THE TASK:
From the entries provided below, copy each line that contains the word "Menston".
*** SOURCE DATA Section Begins ***
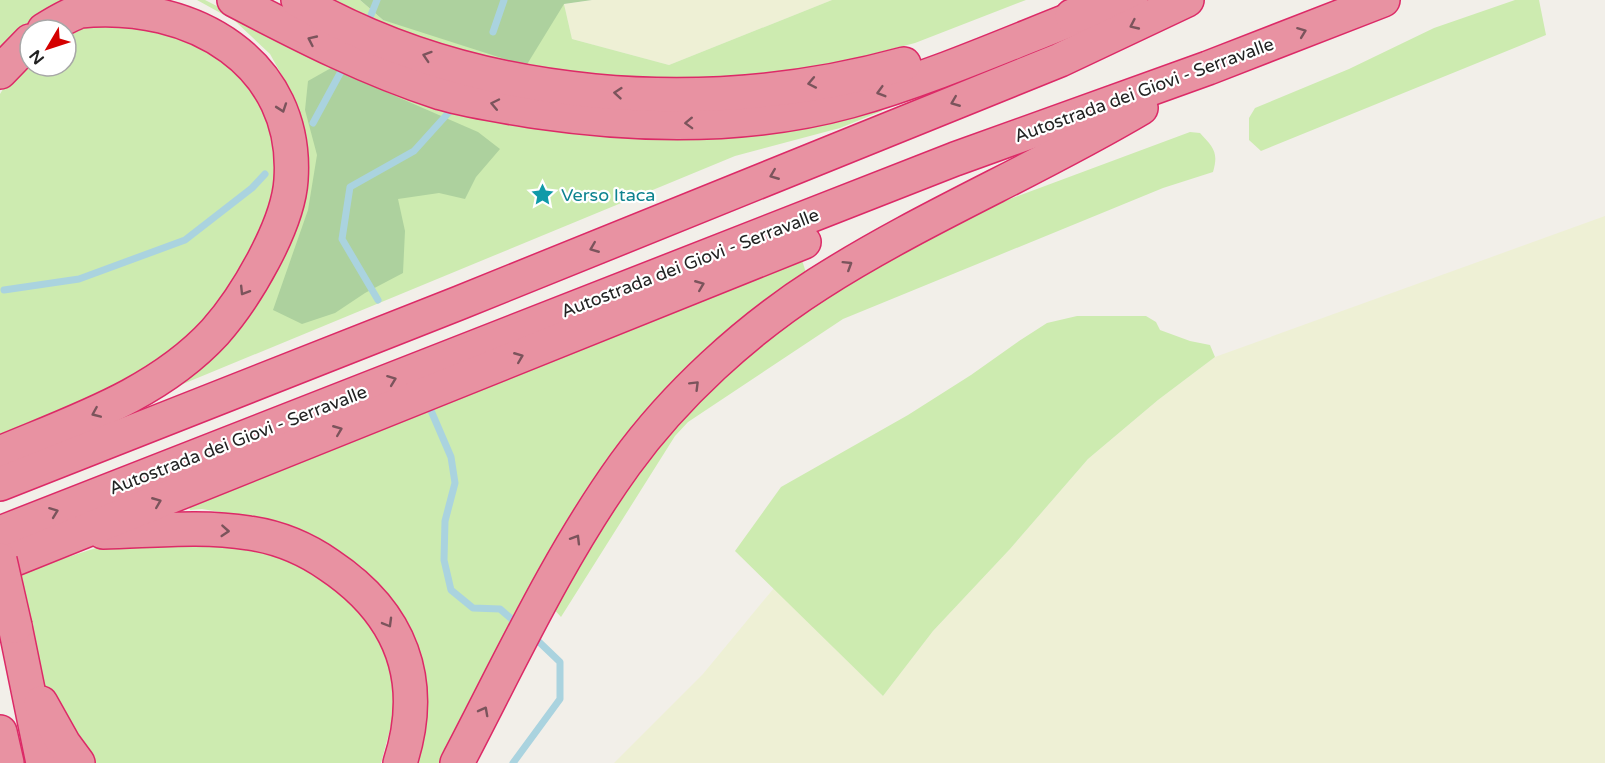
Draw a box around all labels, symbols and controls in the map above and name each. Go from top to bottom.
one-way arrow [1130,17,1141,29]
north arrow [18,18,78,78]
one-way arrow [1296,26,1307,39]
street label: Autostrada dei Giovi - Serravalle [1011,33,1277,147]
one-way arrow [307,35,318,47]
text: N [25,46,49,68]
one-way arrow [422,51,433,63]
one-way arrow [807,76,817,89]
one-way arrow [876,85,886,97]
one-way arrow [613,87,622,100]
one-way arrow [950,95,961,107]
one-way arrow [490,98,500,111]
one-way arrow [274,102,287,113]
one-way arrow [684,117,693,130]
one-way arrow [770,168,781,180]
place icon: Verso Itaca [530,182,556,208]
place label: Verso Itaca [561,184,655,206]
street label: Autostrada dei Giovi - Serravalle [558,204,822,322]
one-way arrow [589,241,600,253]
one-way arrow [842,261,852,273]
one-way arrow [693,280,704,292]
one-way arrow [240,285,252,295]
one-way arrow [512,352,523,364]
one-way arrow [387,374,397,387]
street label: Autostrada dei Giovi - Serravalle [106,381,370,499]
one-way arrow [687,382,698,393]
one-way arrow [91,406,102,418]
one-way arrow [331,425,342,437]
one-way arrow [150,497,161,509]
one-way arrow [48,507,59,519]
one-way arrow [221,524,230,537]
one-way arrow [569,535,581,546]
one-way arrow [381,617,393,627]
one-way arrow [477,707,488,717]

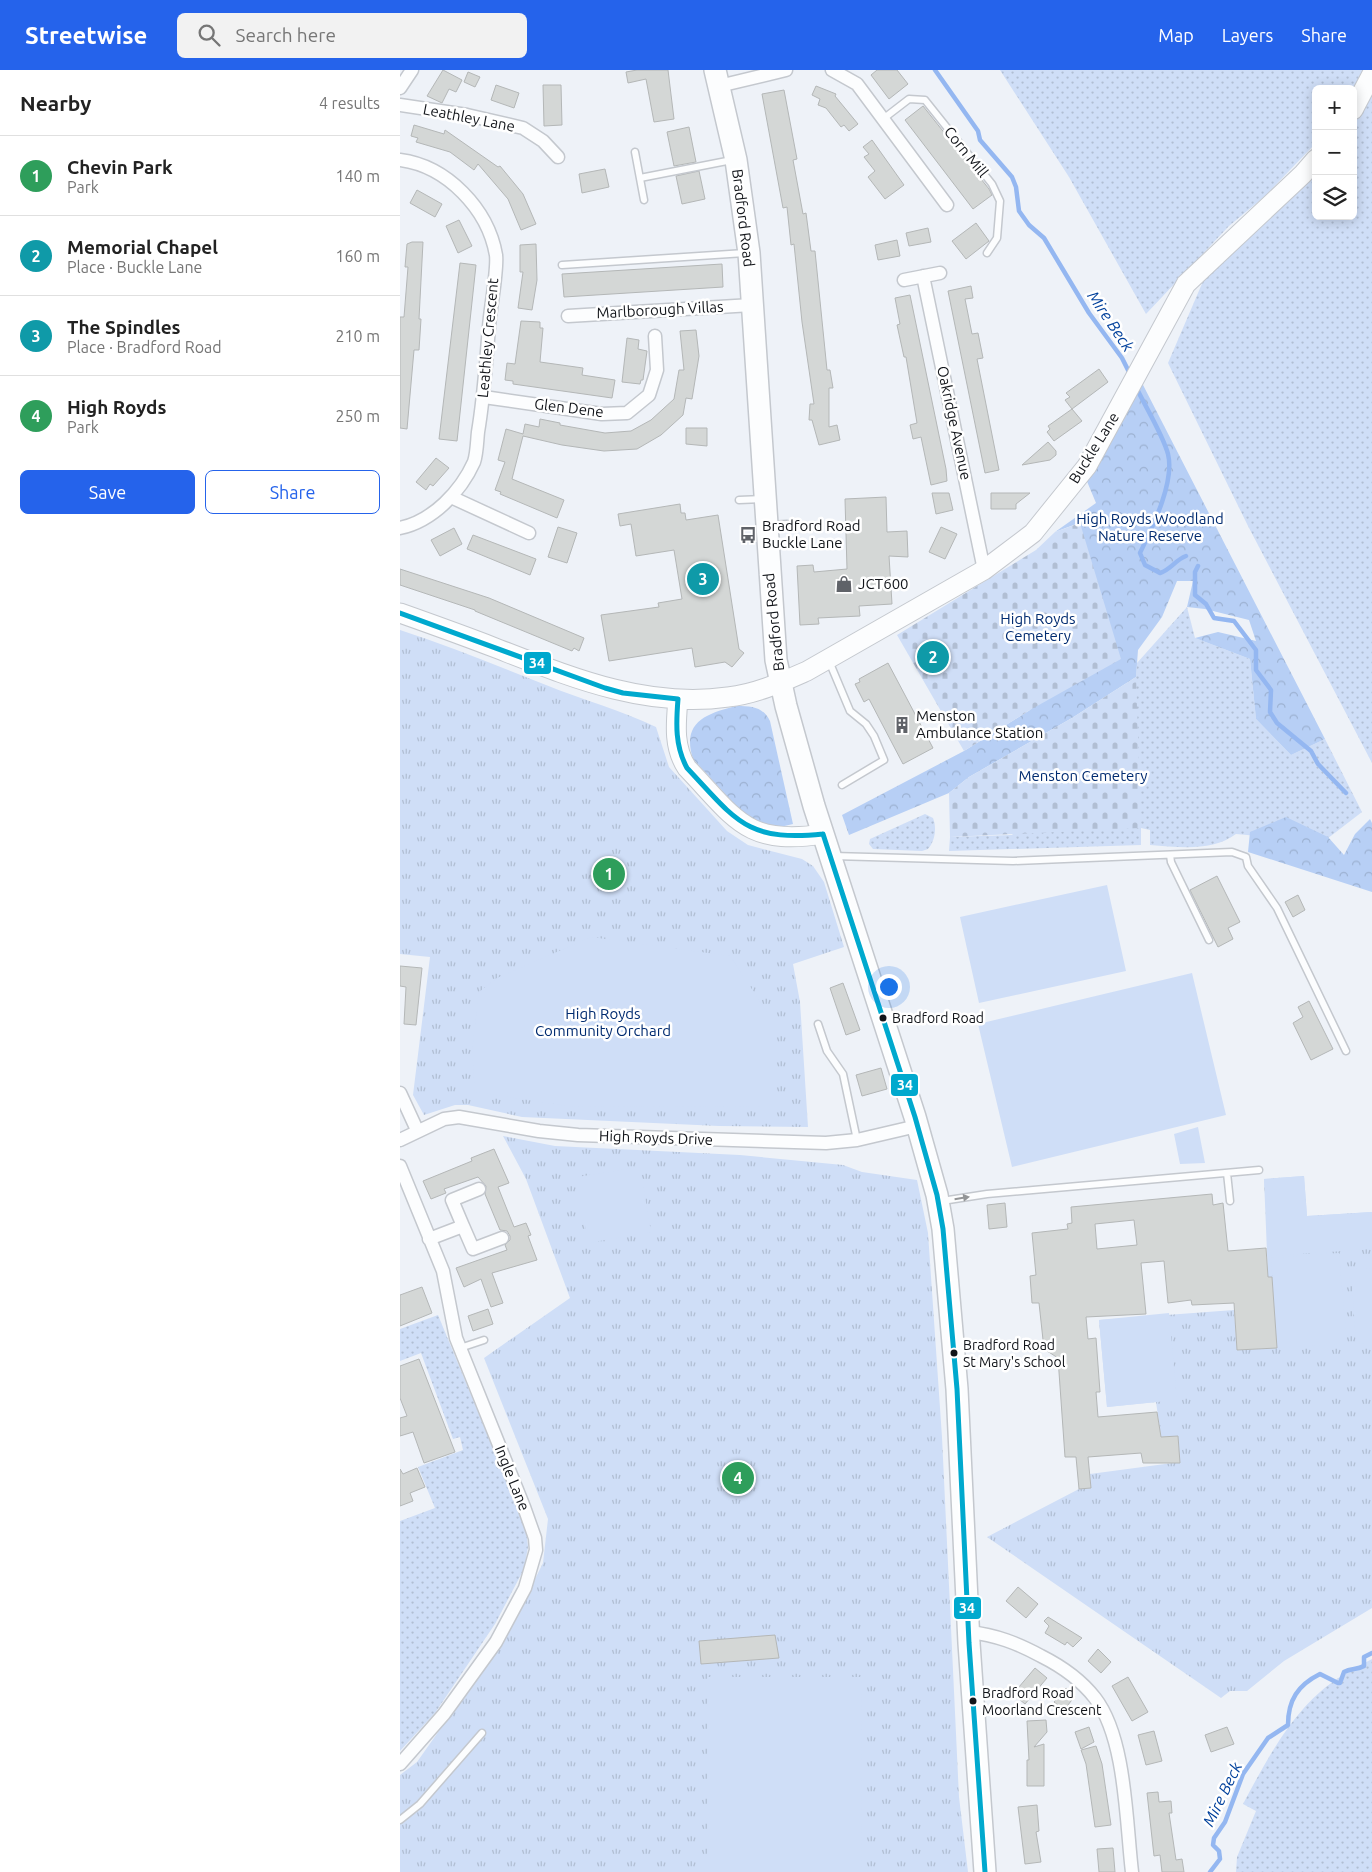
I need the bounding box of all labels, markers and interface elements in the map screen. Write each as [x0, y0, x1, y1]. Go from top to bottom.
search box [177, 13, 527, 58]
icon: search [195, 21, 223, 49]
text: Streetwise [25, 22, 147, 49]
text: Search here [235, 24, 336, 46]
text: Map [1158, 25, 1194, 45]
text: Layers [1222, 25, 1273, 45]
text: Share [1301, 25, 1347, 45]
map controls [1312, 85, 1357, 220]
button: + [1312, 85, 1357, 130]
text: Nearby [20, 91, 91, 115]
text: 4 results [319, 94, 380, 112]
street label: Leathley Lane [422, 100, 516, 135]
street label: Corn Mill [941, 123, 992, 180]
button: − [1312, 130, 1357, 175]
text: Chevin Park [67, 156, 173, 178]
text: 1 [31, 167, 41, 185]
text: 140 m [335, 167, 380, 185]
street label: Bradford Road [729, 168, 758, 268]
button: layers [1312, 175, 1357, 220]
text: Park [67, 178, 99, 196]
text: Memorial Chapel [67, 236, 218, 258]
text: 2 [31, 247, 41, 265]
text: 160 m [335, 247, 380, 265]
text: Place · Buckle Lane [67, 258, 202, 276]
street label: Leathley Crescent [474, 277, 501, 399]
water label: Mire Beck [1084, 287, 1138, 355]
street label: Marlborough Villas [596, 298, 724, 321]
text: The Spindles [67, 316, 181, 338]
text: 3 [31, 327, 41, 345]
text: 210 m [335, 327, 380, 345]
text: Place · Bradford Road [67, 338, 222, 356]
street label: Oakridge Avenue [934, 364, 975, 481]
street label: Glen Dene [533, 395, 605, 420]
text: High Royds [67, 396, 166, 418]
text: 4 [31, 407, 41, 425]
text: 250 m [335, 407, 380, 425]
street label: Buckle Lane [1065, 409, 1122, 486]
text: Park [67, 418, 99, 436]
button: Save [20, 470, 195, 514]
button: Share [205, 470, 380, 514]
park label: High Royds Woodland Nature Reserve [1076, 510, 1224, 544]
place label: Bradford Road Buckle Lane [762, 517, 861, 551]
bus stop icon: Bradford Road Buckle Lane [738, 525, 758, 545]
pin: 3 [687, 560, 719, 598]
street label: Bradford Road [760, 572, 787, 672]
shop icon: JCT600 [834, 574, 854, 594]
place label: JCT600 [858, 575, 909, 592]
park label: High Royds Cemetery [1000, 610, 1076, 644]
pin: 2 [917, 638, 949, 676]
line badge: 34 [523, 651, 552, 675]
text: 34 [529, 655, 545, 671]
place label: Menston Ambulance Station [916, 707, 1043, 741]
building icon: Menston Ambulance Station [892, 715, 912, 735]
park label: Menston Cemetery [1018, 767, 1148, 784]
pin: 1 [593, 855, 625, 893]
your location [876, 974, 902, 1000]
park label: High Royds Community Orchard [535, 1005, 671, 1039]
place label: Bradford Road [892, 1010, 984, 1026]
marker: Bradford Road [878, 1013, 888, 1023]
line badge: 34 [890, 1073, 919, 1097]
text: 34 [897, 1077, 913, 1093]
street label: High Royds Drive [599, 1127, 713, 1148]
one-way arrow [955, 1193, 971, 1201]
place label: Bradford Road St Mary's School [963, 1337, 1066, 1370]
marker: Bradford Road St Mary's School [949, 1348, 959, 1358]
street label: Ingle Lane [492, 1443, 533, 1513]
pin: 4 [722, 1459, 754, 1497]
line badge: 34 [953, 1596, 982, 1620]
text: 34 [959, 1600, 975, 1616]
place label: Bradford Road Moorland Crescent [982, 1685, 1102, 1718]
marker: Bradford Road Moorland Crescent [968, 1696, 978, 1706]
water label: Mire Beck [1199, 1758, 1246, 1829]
*** SOURCE DATA Section Ends ***
EXERCISE SOLUTION:
place label: Menston Ambulance Station [916, 707, 1043, 741]
building icon: Menston Ambulance Station [892, 715, 912, 735]
park label: Menston Cemetery [1018, 767, 1148, 784]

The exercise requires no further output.